(Input for this task begins)

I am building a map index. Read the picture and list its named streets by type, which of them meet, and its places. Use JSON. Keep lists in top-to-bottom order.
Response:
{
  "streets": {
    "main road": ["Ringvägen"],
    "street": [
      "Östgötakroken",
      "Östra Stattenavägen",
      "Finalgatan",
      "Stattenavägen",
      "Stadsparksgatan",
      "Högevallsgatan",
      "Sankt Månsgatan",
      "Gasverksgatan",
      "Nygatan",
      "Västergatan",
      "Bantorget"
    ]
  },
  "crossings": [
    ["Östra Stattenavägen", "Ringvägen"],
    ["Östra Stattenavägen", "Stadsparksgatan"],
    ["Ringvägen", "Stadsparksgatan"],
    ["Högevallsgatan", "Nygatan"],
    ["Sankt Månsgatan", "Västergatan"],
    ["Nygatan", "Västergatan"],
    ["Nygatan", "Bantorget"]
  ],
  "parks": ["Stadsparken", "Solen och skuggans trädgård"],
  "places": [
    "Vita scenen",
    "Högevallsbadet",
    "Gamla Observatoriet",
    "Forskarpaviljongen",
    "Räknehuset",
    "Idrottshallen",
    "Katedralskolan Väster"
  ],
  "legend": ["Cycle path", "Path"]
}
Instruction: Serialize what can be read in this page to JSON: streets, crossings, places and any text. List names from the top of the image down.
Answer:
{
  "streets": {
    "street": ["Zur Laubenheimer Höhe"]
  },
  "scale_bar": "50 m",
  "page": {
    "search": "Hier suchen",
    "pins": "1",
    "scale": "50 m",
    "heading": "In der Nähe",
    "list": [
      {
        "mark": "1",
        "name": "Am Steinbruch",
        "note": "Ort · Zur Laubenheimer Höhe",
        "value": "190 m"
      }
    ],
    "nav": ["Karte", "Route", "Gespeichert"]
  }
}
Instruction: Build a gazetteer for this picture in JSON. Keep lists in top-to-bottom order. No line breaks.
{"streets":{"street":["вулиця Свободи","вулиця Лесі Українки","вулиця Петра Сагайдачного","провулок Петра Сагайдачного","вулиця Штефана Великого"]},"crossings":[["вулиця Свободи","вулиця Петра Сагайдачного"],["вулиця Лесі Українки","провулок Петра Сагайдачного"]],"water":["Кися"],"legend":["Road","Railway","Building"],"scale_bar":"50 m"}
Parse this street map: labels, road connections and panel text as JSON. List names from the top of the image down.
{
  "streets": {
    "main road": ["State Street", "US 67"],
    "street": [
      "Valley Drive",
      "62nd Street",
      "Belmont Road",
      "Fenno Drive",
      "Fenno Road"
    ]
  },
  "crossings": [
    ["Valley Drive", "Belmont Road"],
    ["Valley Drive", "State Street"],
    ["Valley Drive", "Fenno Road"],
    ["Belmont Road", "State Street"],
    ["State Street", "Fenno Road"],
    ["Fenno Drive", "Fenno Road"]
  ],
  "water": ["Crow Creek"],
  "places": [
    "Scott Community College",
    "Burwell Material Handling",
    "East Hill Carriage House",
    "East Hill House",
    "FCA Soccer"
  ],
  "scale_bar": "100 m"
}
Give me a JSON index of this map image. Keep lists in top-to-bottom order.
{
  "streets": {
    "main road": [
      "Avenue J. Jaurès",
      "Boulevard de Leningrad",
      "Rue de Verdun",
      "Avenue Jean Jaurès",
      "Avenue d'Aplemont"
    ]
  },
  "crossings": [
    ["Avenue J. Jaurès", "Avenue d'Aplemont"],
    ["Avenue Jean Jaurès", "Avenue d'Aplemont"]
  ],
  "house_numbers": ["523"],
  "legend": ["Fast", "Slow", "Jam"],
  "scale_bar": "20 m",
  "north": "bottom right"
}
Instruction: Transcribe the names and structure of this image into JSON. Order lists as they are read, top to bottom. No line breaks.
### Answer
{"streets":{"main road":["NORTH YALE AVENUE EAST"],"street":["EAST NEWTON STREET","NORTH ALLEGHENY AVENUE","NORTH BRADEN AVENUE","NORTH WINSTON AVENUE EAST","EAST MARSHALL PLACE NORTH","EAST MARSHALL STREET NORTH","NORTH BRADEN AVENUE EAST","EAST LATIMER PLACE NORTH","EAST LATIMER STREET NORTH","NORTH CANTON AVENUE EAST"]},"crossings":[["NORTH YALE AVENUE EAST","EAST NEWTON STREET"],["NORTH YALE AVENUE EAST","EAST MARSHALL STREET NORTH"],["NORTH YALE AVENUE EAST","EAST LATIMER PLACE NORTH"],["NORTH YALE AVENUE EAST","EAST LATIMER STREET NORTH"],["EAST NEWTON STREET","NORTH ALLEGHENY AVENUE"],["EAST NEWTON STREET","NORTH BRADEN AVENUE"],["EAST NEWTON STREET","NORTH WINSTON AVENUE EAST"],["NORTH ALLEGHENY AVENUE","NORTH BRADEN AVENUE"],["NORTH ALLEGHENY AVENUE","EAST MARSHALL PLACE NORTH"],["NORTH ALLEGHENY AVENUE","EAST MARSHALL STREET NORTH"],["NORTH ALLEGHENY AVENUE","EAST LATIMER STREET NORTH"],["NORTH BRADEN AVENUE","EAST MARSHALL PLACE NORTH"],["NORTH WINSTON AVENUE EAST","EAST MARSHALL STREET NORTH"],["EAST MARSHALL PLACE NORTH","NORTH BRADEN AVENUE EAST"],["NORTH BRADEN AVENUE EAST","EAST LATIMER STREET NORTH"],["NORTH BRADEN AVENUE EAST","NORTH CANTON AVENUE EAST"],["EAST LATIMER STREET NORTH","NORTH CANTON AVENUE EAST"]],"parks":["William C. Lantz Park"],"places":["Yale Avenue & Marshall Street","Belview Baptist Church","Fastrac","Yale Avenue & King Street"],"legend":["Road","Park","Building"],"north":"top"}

(Input for this task ends)

## What is expected
Each record above should be transcribed exactly.

## Result for this exercise
I am building a map index. Read the picture and list its named streets by type, which of them meet, and its places. Use JSON. Keep lists in top-to-bottom order.
Response:
{
  "streets": {
    "main road": ["Ringvägen"],
    "street": [
      "Östgötakroken",
      "Östra Stattenavägen",
      "Finalgatan",
      "Stattenavägen",
      "Stadsparksgatan",
      "Högevallsgatan",
      "Sankt Månsgatan",
      "Gasverksgatan",
      "Nygatan",
      "Västergatan",
      "Bantorget"
    ]
  },
  "crossings": [
    ["Östra Stattenavägen", "Ringvägen"],
    ["Östra Stattenavägen", "Stadsparksgatan"],
    ["Ringvägen", "Stadsparksgatan"],
    ["Högevallsgatan", "Nygatan"],
    ["Sankt Månsgatan", "Västergatan"],
    ["Nygatan", "Västergatan"],
    ["Nygatan", "Bantorget"]
  ],
  "parks": ["Stadsparken", "Solen och skuggans trädgård"],
  "places": [
    "Vita scenen",
    "Högevallsbadet",
    "Gamla Observatoriet",
    "Forskarpaviljongen",
    "Räknehuset",
    "Idrottshallen",
    "Katedralskolan Väster"
  ],
  "legend": ["Cycle path", "Path"]
}
Instruction: Serialize what can be read in this page to JSON: streets, crossings, places and any text. List names from the top of the image down.
Answer:
{
  "streets": {
    "street": ["Zur Laubenheimer Höhe"]
  },
  "scale_bar": "50 m",
  "page": {
    "search": "Hier suchen",
    "pins": "1",
    "scale": "50 m",
    "heading": "In der Nähe",
    "list": [
      {
        "mark": "1",
        "name": "Am Steinbruch",
        "note": "Ort · Zur Laubenheimer Höhe",
        "value": "190 m"
      }
    ],
    "nav": ["Karte", "Route", "Gespeichert"]
  }
}
Instruction: Build a gazetteer for this picture in JSON. Keep lists in top-to-bottom order. No line breaks.
{"streets":{"street":["вулиця Свободи","вулиця Лесі Українки","вулиця Петра Сагайдачного","провулок Петра Сагайдачного","вулиця Штефана Великого"]},"crossings":[["вулиця Свободи","вулиця Петра Сагайдачного"],["вулиця Лесі Українки","провулок Петра Сагайдачного"]],"water":["Кися"],"legend":["Road","Railway","Building"],"scale_bar":"50 m"}
Parse this street map: labels, road connections and panel text as JSON. List names from the top of the image down.
{
  "streets": {
    "main road": ["State Street", "US 67"],
    "street": [
      "Valley Drive",
      "62nd Street",
      "Belmont Road",
      "Fenno Drive",
      "Fenno Road"
    ]
  },
  "crossings": [
    ["Valley Drive", "Belmont Road"],
    ["Valley Drive", "State Street"],
    ["Valley Drive", "Fenno Road"],
    ["Belmont Road", "State Street"],
    ["State Street", "Fenno Road"],
    ["Fenno Drive", "Fenno Road"]
  ],
  "water": ["Crow Creek"],
  "places": [
    "Scott Community College",
    "Burwell Material Handling",
    "East Hill Carriage House",
    "East Hill House",
    "FCA Soccer"
  ],
  "scale_bar": "100 m"
}
Give me a JSON index of this map image. Keep lists in top-to-bottom order.
{
  "streets": {
    "main road": [
      "Avenue J. Jaurès",
      "Boulevard de Leningrad",
      "Rue de Verdun",
      "Avenue Jean Jaurès",
      "Avenue d'Aplemont"
    ]
  },
  "crossings": [
    ["Avenue J. Jaurès", "Avenue d'Aplemont"],
    ["Avenue Jean Jaurès", "Avenue d'Aplemont"]
  ],
  "house_numbers": ["523"],
  "legend": ["Fast", "Slow", "Jam"],
  "scale_bar": "20 m",
  "north": "bottom right"
}
Instruction: Transcribe the names and structure of this image into JSON. Order lists as they are read, top to bottom. No line breaks.
### Answer
{"streets":{"main road":["NORTH YALE AVENUE EAST"],"street":["EAST NEWTON STREET","NORTH ALLEGHENY AVENUE","NORTH BRADEN AVENUE","NORTH WINSTON AVENUE EAST","EAST MARSHALL PLACE NORTH","EAST MARSHALL STREET NORTH","NORTH BRADEN AVENUE EAST","EAST LATIMER PLACE NORTH","EAST LATIMER STREET NORTH","NORTH CANTON AVENUE EAST"]},"crossings":[["NORTH YALE AVENUE EAST","EAST NEWTON STREET"],["NORTH YALE AVENUE EAST","EAST MARSHALL STREET NORTH"],["NORTH YALE AVENUE EAST","EAST LATIMER PLACE NORTH"],["NORTH YALE AVENUE EAST","EAST LATIMER STREET NORTH"],["EAST NEWTON STREET","NORTH ALLEGHENY AVENUE"],["EAST NEWTON STREET","NORTH BRADEN AVENUE"],["EAST NEWTON STREET","NORTH WINSTON AVENUE EAST"],["NORTH ALLEGHENY AVENUE","NORTH BRADEN AVENUE"],["NORTH ALLEGHENY AVENUE","EAST MARSHALL PLACE NORTH"],["NORTH ALLEGHENY AVENUE","EAST MARSHALL STREET NORTH"],["NORTH ALLEGHENY AVENUE","EAST LATIMER STREET NORTH"],["NORTH BRADEN AVENUE","EAST MARSHALL PLACE NORTH"],["NORTH WINSTON AVENUE EAST","EAST MARSHALL STREET NORTH"],["EAST MARSHALL PLACE NORTH","NORTH BRADEN AVENUE EAST"],["NORTH BRADEN AVENUE EAST","EAST LATIMER STREET NORTH"],["NORTH BRADEN AVENUE EAST","NORTH CANTON AVENUE EAST"],["EAST LATIMER STREET NORTH","NORTH CANTON AVENUE EAST"]],"parks":["William C. Lantz Park"],"places":["Yale Avenue & Marshall Street","Belview Baptist Church","Fastrac","Yale Avenue & King Street"],"legend":["Road","Park","Building"],"north":"top"}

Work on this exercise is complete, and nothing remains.